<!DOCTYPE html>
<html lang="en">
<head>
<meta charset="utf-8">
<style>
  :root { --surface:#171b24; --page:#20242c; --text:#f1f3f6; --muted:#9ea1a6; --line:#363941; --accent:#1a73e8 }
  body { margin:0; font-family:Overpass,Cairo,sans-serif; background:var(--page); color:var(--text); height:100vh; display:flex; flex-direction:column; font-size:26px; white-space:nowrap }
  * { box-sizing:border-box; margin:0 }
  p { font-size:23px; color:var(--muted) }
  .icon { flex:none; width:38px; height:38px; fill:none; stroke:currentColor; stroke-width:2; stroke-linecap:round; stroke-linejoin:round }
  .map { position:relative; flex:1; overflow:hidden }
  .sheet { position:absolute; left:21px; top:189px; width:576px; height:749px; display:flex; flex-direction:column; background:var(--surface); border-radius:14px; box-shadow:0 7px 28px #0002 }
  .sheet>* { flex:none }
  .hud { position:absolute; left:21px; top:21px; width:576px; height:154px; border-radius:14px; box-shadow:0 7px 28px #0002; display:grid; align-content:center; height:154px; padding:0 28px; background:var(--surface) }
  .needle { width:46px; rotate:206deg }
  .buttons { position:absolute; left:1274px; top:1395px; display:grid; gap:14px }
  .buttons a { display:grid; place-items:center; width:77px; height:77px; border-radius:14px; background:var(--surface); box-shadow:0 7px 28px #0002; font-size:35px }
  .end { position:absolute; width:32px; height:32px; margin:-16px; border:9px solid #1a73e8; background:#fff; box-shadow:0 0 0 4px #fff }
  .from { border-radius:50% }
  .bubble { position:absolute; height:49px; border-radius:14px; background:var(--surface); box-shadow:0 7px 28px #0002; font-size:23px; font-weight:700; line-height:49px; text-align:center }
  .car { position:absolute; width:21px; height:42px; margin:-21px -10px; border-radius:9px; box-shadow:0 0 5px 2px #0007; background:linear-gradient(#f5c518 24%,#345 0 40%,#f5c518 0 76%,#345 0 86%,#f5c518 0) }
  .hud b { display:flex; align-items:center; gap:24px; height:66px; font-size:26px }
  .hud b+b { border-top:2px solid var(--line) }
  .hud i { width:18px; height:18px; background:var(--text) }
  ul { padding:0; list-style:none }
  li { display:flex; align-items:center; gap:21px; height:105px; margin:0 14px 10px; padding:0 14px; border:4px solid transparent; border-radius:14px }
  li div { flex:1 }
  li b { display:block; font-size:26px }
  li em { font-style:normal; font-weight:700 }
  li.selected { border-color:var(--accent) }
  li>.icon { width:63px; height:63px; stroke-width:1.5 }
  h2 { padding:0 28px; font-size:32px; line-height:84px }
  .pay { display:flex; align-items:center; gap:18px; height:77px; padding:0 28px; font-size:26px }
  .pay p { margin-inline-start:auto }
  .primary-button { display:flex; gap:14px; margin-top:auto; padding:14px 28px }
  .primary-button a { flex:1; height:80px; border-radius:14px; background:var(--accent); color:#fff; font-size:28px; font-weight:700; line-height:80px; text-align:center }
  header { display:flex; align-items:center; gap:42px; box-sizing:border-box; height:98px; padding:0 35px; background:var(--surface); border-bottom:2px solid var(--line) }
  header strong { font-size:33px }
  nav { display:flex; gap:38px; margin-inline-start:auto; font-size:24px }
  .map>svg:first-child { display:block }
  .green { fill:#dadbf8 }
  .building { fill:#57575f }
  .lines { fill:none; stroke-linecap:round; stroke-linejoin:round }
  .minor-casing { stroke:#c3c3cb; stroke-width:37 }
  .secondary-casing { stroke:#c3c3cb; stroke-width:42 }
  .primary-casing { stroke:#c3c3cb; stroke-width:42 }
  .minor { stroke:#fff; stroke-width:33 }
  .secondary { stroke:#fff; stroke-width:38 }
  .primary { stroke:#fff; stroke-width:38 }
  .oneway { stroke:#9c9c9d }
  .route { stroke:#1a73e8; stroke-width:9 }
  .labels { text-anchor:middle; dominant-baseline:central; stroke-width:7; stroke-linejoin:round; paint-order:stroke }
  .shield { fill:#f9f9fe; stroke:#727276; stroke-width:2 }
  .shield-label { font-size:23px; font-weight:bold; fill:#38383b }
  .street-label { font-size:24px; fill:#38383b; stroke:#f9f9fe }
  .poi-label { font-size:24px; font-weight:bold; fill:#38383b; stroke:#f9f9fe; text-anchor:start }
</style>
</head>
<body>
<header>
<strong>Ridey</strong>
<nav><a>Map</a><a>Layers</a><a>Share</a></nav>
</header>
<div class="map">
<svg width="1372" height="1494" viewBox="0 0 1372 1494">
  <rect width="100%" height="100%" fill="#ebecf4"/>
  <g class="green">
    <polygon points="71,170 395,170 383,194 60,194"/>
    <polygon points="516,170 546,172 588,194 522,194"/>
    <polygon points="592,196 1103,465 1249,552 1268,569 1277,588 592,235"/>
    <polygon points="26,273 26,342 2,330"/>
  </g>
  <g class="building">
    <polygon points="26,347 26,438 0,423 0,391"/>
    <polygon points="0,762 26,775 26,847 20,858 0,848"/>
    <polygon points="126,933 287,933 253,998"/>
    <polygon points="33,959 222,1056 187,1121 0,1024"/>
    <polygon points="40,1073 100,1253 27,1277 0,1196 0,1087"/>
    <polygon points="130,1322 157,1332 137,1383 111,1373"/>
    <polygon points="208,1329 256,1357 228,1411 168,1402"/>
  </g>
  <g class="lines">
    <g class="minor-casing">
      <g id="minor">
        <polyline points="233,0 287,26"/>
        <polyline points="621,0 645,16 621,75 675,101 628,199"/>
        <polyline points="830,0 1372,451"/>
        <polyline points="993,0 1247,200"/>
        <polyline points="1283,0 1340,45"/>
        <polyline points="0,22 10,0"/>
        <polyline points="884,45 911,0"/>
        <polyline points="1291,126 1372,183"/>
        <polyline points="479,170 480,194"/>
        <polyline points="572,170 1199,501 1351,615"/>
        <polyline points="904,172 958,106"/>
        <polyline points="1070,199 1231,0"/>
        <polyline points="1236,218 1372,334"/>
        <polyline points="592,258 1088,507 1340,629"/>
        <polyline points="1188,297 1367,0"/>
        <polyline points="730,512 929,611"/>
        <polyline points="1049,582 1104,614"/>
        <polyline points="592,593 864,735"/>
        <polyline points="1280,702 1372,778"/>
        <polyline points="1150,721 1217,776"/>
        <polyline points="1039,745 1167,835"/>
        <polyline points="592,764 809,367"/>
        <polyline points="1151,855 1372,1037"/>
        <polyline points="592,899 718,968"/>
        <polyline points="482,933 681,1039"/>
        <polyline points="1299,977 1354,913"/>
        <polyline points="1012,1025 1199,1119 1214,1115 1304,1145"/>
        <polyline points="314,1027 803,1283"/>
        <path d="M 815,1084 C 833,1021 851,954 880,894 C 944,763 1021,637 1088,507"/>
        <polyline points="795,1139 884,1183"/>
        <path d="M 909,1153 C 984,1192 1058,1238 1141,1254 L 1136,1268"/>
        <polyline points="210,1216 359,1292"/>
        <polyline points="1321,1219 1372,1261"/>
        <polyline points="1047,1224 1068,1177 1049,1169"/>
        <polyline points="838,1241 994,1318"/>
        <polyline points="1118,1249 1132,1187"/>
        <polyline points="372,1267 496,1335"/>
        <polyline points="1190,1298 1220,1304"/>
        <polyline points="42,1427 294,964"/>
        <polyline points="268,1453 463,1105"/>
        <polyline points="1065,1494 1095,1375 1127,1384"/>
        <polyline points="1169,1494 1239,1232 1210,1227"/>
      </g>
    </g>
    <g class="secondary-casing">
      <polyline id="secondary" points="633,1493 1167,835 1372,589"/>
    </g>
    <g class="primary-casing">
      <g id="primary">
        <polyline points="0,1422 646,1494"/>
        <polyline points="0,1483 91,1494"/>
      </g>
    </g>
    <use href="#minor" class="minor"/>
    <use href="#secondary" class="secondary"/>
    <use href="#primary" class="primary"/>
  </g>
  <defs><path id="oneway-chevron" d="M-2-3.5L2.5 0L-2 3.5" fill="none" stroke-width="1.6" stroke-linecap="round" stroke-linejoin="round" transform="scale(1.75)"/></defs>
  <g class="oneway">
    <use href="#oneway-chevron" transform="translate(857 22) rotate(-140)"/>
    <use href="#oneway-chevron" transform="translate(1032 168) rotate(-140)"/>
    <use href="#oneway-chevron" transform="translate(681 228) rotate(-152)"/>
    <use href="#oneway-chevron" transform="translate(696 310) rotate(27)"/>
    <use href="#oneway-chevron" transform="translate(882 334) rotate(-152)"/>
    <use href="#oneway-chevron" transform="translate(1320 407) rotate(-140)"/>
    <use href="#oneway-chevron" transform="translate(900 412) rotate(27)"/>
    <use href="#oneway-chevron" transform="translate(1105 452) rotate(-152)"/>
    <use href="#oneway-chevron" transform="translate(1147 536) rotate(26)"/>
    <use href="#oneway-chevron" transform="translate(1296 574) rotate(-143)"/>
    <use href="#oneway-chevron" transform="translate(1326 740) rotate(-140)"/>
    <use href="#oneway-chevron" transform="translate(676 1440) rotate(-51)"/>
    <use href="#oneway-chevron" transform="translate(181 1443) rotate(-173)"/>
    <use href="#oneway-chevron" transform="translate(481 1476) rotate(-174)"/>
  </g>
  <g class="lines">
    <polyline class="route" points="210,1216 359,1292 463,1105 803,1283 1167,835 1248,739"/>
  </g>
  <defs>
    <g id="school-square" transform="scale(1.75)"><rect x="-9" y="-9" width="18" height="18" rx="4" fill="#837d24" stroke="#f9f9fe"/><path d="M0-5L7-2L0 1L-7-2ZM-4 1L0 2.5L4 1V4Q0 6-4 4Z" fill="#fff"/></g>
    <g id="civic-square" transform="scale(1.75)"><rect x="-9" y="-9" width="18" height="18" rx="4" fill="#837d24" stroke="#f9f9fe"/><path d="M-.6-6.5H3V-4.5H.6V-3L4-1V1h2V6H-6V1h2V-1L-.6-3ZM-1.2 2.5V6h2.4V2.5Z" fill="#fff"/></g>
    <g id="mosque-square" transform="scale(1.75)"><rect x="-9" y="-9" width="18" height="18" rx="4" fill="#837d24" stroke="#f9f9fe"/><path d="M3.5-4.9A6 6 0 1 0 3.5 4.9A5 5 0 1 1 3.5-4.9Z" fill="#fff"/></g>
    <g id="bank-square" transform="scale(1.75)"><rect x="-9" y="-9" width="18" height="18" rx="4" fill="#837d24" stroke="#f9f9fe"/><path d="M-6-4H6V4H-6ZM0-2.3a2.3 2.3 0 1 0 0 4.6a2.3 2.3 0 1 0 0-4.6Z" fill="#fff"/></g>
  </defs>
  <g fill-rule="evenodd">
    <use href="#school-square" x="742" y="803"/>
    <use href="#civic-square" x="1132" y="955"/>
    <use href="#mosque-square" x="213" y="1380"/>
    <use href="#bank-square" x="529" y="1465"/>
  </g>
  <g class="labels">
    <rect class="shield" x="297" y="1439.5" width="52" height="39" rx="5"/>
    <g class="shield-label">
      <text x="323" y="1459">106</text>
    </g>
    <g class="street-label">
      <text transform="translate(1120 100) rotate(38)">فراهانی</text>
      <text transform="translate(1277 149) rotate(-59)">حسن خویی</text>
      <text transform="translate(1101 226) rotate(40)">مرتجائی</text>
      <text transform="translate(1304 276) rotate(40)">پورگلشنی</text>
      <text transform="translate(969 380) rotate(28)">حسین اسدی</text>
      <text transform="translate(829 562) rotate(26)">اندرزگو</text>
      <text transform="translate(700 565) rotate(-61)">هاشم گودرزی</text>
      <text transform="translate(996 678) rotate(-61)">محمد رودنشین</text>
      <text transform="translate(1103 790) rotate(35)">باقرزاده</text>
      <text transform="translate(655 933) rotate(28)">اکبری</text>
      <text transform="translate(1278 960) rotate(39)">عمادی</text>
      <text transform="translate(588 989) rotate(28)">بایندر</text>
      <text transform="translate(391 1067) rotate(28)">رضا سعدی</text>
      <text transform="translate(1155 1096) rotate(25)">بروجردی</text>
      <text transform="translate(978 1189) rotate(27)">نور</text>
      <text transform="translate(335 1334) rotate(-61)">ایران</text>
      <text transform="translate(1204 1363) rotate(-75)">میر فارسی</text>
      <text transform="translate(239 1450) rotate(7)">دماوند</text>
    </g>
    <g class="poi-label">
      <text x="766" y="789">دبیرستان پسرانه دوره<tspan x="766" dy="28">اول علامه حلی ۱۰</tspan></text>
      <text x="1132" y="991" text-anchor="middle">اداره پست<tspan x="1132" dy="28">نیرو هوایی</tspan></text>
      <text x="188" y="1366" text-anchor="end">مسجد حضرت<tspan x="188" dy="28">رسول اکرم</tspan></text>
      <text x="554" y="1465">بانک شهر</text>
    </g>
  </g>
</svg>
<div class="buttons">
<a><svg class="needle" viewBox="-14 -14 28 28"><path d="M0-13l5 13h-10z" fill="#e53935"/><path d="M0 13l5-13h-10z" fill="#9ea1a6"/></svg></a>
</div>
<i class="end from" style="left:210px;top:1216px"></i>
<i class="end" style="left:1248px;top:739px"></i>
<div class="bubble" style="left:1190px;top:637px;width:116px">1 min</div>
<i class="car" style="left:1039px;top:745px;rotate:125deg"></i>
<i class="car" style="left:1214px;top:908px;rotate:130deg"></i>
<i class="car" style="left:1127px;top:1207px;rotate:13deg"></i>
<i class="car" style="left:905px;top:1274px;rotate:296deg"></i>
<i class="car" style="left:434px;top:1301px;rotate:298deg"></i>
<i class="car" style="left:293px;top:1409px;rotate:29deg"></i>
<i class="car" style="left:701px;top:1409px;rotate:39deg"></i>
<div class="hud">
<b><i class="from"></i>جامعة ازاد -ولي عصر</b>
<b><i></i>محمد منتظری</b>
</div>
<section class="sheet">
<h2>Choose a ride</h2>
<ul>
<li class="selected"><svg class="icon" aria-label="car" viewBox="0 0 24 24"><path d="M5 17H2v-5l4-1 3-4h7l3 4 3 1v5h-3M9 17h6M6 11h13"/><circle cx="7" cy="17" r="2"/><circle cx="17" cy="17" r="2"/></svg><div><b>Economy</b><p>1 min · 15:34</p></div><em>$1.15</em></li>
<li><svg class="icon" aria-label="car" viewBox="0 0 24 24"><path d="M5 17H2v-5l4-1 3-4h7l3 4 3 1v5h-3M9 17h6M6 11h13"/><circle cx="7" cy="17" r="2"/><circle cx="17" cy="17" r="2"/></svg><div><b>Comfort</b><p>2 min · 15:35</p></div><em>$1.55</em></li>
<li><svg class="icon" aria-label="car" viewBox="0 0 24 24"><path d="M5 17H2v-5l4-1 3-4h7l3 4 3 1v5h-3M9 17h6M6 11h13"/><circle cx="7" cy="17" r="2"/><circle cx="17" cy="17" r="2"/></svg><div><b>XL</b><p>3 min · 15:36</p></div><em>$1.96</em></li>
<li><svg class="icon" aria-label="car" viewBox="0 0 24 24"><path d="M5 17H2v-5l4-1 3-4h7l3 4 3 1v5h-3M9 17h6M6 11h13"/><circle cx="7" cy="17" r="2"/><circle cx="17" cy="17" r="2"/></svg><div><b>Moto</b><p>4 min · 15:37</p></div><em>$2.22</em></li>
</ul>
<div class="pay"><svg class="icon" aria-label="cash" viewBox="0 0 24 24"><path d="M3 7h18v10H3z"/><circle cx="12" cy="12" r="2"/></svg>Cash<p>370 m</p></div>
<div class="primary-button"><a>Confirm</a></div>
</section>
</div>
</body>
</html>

# # # # #

▶ [WHAT THIS TASK INVOLVES] Across the data, pull every line containing the string "body".

▶ [FINISHED EXERCISE]
  body { margin:0; font-family:Overpass,Cairo,sans-serif; background:var(--page); color:var(--text); height:100vh; display:flex; flex-direction:column; font-size:26px; white-space:nowrap }
<body>
</body>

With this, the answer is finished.